Reading postmodern history can be frustrating, with its philosophical antipathy to facts and truth and its ideological priors. Here’s an example — Jean-François Lyotard on the rise of authoritarianism:
Saddam Hussein is a product of Western departments of state and big companies, just as Hitler, Mussolini, and Franco were born of the ‘peace’ imposed on their countries by the victors. … the Iraqi dictatorship proceeds, as do the others, from the transfer of aporias [problems] in the capitalist system to vanquished, less developed, or simply less resistant countries.”
That’s from Lyotard’s Postmodern Fables (University of Minnesota Press, 1997). His claim is the standard Marxist-Leninist imperialist thesis: economically strong countries dominate the weak ones, in part by exporting their own internal problems to them. Therefore, the weaker nations’ problems are almost always not their own fault but really the fault of the stronger.

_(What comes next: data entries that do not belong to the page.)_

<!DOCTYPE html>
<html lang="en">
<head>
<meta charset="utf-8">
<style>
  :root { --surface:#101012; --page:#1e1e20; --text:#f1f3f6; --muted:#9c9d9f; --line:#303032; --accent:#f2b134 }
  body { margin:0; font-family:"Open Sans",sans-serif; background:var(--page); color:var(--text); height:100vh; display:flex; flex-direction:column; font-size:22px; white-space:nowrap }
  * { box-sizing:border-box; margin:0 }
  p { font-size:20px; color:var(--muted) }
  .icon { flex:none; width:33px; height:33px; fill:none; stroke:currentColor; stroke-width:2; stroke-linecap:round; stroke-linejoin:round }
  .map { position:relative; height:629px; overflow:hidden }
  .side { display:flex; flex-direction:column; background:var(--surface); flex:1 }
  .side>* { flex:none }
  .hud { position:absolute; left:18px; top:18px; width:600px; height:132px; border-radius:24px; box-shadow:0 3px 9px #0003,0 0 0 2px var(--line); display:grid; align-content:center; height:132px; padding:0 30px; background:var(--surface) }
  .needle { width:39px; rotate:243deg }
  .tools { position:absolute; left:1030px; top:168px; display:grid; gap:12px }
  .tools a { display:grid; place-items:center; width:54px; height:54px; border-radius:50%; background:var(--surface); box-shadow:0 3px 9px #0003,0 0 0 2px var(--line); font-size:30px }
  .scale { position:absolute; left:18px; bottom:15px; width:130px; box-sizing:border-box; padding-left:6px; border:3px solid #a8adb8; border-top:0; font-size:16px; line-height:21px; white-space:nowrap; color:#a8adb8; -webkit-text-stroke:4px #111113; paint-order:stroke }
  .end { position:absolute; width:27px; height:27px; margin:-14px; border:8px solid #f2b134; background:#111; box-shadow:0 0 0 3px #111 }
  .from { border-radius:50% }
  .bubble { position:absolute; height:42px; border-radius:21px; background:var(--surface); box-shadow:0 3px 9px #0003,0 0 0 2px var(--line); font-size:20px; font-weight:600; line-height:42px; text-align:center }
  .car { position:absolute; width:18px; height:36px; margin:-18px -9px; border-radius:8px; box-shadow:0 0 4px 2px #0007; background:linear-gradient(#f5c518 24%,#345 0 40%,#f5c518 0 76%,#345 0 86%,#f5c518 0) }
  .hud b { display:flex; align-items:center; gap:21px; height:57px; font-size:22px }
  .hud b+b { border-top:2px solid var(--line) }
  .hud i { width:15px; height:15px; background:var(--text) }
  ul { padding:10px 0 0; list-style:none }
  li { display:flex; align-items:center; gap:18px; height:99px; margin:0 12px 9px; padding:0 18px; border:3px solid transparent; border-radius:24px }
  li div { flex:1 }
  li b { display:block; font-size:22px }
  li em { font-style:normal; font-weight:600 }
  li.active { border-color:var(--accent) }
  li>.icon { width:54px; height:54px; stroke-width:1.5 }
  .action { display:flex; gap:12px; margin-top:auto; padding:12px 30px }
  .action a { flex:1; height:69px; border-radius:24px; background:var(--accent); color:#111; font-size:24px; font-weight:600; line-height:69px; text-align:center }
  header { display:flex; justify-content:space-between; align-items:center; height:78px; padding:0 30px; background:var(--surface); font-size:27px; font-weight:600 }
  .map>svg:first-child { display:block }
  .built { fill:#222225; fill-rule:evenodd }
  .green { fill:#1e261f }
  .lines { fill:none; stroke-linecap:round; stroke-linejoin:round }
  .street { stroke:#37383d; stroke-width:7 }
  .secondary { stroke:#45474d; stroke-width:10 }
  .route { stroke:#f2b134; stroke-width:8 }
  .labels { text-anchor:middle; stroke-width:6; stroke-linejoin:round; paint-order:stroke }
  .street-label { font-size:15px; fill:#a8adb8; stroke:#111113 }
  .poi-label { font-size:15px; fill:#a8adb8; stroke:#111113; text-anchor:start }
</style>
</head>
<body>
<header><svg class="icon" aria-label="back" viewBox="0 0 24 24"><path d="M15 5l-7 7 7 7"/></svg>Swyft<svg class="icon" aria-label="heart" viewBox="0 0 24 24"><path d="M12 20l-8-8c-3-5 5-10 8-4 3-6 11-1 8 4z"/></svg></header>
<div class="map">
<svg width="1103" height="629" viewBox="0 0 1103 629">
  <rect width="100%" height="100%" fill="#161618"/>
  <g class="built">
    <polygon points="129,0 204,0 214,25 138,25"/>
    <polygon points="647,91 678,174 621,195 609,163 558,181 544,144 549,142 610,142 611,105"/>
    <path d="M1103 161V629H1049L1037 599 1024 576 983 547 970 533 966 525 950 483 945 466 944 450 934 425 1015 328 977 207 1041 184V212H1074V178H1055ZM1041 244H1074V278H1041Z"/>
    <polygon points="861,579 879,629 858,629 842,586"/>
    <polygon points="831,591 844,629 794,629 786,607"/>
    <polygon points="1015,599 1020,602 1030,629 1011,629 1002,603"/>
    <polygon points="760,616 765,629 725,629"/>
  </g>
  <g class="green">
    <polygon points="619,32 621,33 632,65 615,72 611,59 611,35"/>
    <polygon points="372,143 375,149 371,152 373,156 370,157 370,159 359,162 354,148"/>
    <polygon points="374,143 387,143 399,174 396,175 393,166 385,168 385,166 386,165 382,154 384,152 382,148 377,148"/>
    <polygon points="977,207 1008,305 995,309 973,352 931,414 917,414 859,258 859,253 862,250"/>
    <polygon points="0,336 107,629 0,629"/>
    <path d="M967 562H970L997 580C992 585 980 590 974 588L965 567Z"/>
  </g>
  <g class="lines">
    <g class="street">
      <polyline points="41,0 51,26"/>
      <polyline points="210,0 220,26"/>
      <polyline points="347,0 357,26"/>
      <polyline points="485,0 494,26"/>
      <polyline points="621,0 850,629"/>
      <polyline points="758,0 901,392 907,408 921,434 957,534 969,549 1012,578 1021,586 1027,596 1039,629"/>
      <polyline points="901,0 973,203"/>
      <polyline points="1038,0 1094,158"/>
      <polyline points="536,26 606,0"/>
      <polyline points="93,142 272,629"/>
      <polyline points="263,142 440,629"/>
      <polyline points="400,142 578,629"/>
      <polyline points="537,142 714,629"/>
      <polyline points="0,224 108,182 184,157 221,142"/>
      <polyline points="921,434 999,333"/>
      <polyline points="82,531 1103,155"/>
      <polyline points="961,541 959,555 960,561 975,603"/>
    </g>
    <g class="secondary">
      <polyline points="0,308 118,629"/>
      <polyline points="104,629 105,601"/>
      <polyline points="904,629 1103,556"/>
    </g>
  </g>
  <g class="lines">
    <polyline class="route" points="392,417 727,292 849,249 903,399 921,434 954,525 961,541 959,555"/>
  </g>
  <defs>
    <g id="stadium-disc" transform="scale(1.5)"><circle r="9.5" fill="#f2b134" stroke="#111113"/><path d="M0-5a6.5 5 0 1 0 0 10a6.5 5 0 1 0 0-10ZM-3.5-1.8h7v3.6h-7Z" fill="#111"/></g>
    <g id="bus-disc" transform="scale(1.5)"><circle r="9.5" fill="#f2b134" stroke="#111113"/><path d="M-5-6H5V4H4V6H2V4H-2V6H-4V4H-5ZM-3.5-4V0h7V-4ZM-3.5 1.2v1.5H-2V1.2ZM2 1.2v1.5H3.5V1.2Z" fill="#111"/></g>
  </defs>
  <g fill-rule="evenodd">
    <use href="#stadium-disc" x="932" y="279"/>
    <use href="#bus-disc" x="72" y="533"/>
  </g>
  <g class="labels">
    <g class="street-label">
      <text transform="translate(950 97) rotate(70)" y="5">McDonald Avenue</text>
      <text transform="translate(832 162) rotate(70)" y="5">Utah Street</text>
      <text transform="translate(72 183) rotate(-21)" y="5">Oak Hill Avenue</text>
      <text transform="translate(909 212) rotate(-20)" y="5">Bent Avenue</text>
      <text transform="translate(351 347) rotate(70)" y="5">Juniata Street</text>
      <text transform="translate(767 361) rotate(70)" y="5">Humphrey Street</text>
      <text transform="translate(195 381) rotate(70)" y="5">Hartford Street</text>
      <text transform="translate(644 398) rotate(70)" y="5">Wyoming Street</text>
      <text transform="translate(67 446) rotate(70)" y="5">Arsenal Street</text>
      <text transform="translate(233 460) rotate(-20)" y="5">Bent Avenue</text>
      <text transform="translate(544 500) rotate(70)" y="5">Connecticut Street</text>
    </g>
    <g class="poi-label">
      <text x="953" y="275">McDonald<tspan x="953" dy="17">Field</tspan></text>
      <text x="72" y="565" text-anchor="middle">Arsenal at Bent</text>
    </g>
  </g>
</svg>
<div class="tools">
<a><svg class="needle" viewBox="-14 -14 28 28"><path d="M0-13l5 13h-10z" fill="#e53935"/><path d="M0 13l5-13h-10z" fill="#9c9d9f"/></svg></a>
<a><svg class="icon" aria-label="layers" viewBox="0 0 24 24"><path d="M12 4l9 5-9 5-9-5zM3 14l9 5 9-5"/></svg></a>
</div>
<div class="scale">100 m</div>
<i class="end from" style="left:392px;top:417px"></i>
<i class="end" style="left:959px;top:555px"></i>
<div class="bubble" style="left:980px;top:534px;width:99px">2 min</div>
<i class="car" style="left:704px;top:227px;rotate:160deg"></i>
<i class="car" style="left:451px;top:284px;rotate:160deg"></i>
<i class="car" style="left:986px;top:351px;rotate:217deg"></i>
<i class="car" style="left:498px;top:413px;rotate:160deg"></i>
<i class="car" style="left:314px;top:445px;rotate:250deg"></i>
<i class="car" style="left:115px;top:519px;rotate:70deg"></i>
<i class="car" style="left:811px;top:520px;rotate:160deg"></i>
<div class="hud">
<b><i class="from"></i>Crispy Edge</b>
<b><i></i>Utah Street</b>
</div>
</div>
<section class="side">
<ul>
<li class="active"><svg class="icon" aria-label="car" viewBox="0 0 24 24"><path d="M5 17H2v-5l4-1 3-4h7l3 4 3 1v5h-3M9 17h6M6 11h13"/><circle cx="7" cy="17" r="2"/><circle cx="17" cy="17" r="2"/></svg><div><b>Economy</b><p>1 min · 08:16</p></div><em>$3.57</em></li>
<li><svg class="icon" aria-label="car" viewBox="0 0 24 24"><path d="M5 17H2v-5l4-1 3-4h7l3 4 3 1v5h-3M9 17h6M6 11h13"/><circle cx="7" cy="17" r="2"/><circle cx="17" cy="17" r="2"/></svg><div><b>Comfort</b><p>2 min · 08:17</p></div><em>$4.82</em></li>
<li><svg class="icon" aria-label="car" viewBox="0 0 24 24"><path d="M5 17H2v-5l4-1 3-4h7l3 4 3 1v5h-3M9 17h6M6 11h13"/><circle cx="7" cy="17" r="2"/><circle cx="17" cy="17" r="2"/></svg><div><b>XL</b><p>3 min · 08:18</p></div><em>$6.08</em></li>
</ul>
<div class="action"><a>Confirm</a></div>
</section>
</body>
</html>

In this particular instance, Lyotard claims that World War I’s victors imposed harsh terms on the losers (i.e., through the Versailles Treaty), thus causing the losers to become even weaker and thus prey to authoritarians, fascists, and national socialists.
The claim is clear ideologically, but the facts make a mess of it.
So the weakened war-loser turned to nasty politics — but so did one of the war’s winners and one that was neither a winner nor a loser.
Why then does Lyotard so casually make such a sweeping and false historical claim? Perhaps we’re to take the “fables” part of the title seriously.